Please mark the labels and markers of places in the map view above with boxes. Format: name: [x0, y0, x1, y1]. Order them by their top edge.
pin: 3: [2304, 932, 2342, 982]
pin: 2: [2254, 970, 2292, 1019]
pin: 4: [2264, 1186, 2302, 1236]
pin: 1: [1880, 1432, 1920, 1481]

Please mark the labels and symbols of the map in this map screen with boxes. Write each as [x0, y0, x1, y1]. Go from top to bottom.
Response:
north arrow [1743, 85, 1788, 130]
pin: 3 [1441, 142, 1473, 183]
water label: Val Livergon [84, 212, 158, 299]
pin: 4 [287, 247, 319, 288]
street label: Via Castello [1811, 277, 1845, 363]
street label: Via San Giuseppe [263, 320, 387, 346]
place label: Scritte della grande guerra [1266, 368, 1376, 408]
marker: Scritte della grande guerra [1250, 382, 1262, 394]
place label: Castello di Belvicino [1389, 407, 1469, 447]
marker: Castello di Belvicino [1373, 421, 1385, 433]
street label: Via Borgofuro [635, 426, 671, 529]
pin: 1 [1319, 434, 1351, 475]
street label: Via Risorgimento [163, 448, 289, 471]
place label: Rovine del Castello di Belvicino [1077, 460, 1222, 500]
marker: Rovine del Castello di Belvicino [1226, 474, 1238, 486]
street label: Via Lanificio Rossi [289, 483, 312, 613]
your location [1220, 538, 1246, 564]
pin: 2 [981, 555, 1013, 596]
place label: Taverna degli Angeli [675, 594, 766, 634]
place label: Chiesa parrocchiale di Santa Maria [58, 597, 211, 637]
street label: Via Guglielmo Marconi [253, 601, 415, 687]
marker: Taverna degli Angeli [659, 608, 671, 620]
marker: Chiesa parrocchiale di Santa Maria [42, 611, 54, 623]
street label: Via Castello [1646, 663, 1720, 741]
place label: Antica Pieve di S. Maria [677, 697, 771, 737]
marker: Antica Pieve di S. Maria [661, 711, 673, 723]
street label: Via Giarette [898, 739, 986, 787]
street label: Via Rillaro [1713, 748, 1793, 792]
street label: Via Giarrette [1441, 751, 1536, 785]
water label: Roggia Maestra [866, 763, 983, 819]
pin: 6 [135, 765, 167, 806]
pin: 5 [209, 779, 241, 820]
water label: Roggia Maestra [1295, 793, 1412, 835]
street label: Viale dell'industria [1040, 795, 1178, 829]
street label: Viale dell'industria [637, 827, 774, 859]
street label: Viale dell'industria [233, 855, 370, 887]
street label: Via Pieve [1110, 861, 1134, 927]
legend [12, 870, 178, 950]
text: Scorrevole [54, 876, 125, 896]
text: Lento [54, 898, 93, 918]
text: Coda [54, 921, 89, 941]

-=-=-

#### [Problem to solve]
Nothing but the full listing, copied exactly, belongs in the answer.

#### [Solution to the problem]
Please mark the labels and markers of places in the map view above with boxes. Format: name: [x0, y0, x1, y1]. Order them by their top edge.
pin: 3: [2304, 932, 2342, 982]
pin: 2: [2254, 970, 2292, 1019]
pin: 4: [2264, 1186, 2302, 1236]
pin: 1: [1880, 1432, 1920, 1481]

Please mark the labels and symbols of the map in this map screen with boxes. Write each as [x0, y0, x1, y1]. Go from top to bottom.
Response:
north arrow [1743, 85, 1788, 130]
pin: 3 [1441, 142, 1473, 183]
water label: Val Livergon [84, 212, 158, 299]
pin: 4 [287, 247, 319, 288]
street label: Via Castello [1811, 277, 1845, 363]
street label: Via San Giuseppe [263, 320, 387, 346]
place label: Scritte della grande guerra [1266, 368, 1376, 408]
marker: Scritte della grande guerra [1250, 382, 1262, 394]
place label: Castello di Belvicino [1389, 407, 1469, 447]
marker: Castello di Belvicino [1373, 421, 1385, 433]
street label: Via Borgofuro [635, 426, 671, 529]
pin: 1 [1319, 434, 1351, 475]
street label: Via Risorgimento [163, 448, 289, 471]
place label: Rovine del Castello di Belvicino [1077, 460, 1222, 500]
marker: Rovine del Castello di Belvicino [1226, 474, 1238, 486]
street label: Via Lanificio Rossi [289, 483, 312, 613]
your location [1220, 538, 1246, 564]
pin: 2 [981, 555, 1013, 596]
place label: Taverna degli Angeli [675, 594, 766, 634]
place label: Chiesa parrocchiale di Santa Maria [58, 597, 211, 637]
street label: Via Guglielmo Marconi [253, 601, 415, 687]
marker: Taverna degli Angeli [659, 608, 671, 620]
marker: Chiesa parrocchiale di Santa Maria [42, 611, 54, 623]
street label: Via Castello [1646, 663, 1720, 741]
place label: Antica Pieve di S. Maria [677, 697, 771, 737]
marker: Antica Pieve di S. Maria [661, 711, 673, 723]
street label: Via Giarette [898, 739, 986, 787]
street label: Via Rillaro [1713, 748, 1793, 792]
street label: Via Giarrette [1441, 751, 1536, 785]
water label: Roggia Maestra [866, 763, 983, 819]
pin: 6 [135, 765, 167, 806]
pin: 5 [209, 779, 241, 820]
water label: Roggia Maestra [1295, 793, 1412, 835]
street label: Viale dell'industria [1040, 795, 1178, 829]
street label: Viale dell'industria [637, 827, 774, 859]
street label: Viale dell'industria [233, 855, 370, 887]
street label: Via Pieve [1110, 861, 1134, 927]
legend [12, 870, 178, 950]
text: Scorrevole [54, 876, 125, 896]
text: Lento [54, 898, 93, 918]
text: Coda [54, 921, 89, 941]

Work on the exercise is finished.